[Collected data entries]
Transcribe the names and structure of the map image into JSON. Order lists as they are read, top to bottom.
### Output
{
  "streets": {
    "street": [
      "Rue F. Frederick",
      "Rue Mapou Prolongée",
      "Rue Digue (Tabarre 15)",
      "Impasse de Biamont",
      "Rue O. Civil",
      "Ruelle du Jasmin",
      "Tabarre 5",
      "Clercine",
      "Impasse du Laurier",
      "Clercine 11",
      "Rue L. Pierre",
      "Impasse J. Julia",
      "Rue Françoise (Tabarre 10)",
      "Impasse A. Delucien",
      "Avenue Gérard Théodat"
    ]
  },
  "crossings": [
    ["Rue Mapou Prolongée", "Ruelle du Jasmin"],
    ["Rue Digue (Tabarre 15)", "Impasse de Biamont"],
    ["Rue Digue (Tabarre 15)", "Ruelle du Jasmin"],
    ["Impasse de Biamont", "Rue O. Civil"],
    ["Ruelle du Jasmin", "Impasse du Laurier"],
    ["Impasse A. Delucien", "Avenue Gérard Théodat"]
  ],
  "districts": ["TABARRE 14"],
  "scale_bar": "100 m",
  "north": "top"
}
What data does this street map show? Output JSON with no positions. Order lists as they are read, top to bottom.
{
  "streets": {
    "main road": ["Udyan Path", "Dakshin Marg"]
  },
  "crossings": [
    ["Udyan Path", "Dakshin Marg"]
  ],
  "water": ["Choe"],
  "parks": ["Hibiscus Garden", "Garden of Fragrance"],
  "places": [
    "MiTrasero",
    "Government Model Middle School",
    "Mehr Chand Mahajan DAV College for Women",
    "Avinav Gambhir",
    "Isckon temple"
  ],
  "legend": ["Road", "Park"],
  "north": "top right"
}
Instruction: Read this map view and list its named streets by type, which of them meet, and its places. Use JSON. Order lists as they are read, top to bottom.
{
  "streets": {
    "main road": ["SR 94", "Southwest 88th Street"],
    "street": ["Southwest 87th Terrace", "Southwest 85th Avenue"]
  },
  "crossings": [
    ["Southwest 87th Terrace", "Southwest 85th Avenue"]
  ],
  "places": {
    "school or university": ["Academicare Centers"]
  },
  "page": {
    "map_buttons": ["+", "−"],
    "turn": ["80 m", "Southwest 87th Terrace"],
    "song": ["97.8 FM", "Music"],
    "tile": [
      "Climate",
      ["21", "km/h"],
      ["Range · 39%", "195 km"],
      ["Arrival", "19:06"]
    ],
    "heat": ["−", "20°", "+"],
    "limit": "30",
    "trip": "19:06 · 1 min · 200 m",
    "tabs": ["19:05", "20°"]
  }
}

Problem details:
Every record above should be written out exactly.

Response to the task:
Transcribe the names and structure of the map image into JSON. Order lists as they are read, top to bottom.
### Output
{
  "streets": {
    "street": [
      "Rue F. Frederick",
      "Rue Mapou Prolongée",
      "Rue Digue (Tabarre 15)",
      "Impasse de Biamont",
      "Rue O. Civil",
      "Ruelle du Jasmin",
      "Tabarre 5",
      "Clercine",
      "Impasse du Laurier",
      "Clercine 11",
      "Rue L. Pierre",
      "Impasse J. Julia",
      "Rue Françoise (Tabarre 10)",
      "Impasse A. Delucien",
      "Avenue Gérard Théodat"
    ]
  },
  "crossings": [
    ["Rue Mapou Prolongée", "Ruelle du Jasmin"],
    ["Rue Digue (Tabarre 15)", "Impasse de Biamont"],
    ["Rue Digue (Tabarre 15)", "Ruelle du Jasmin"],
    ["Impasse de Biamont", "Rue O. Civil"],
    ["Ruelle du Jasmin", "Impasse du Laurier"],
    ["Impasse A. Delucien", "Avenue Gérard Théodat"]
  ],
  "districts": ["TABARRE 14"],
  "scale_bar": "100 m",
  "north": "top"
}
What data does this street map show? Output JSON with no positions. Order lists as they are read, top to bottom.
{
  "streets": {
    "main road": ["Udyan Path", "Dakshin Marg"]
  },
  "crossings": [
    ["Udyan Path", "Dakshin Marg"]
  ],
  "water": ["Choe"],
  "parks": ["Hibiscus Garden", "Garden of Fragrance"],
  "places": [
    "MiTrasero",
    "Government Model Middle School",
    "Mehr Chand Mahajan DAV College for Women",
    "Avinav Gambhir",
    "Isckon temple"
  ],
  "legend": ["Road", "Park"],
  "north": "top right"
}
Instruction: Read this map view and list its named streets by type, which of them meet, and its places. Use JSON. Order lists as they are read, top to bottom.
{
  "streets": {
    "main road": ["SR 94", "Southwest 88th Street"],
    "street": ["Southwest 87th Terrace", "Southwest 85th Avenue"]
  },
  "crossings": [
    ["Southwest 87th Terrace", "Southwest 85th Avenue"]
  ],
  "places": {
    "school or university": ["Academicare Centers"]
  },
  "page": {
    "map_buttons": ["+", "−"],
    "turn": ["80 m", "Southwest 87th Terrace"],
    "song": ["97.8 FM", "Music"],
    "tile": [
      "Climate",
      ["21", "km/h"],
      ["Range · 39%", "195 km"],
      ["Arrival", "19:06"]
    ],
    "heat": ["−", "20°", "+"],
    "limit": "30",
    "trip": "19:06 · 1 min · 200 m",
    "tabs": ["19:05", "20°"]
  }
}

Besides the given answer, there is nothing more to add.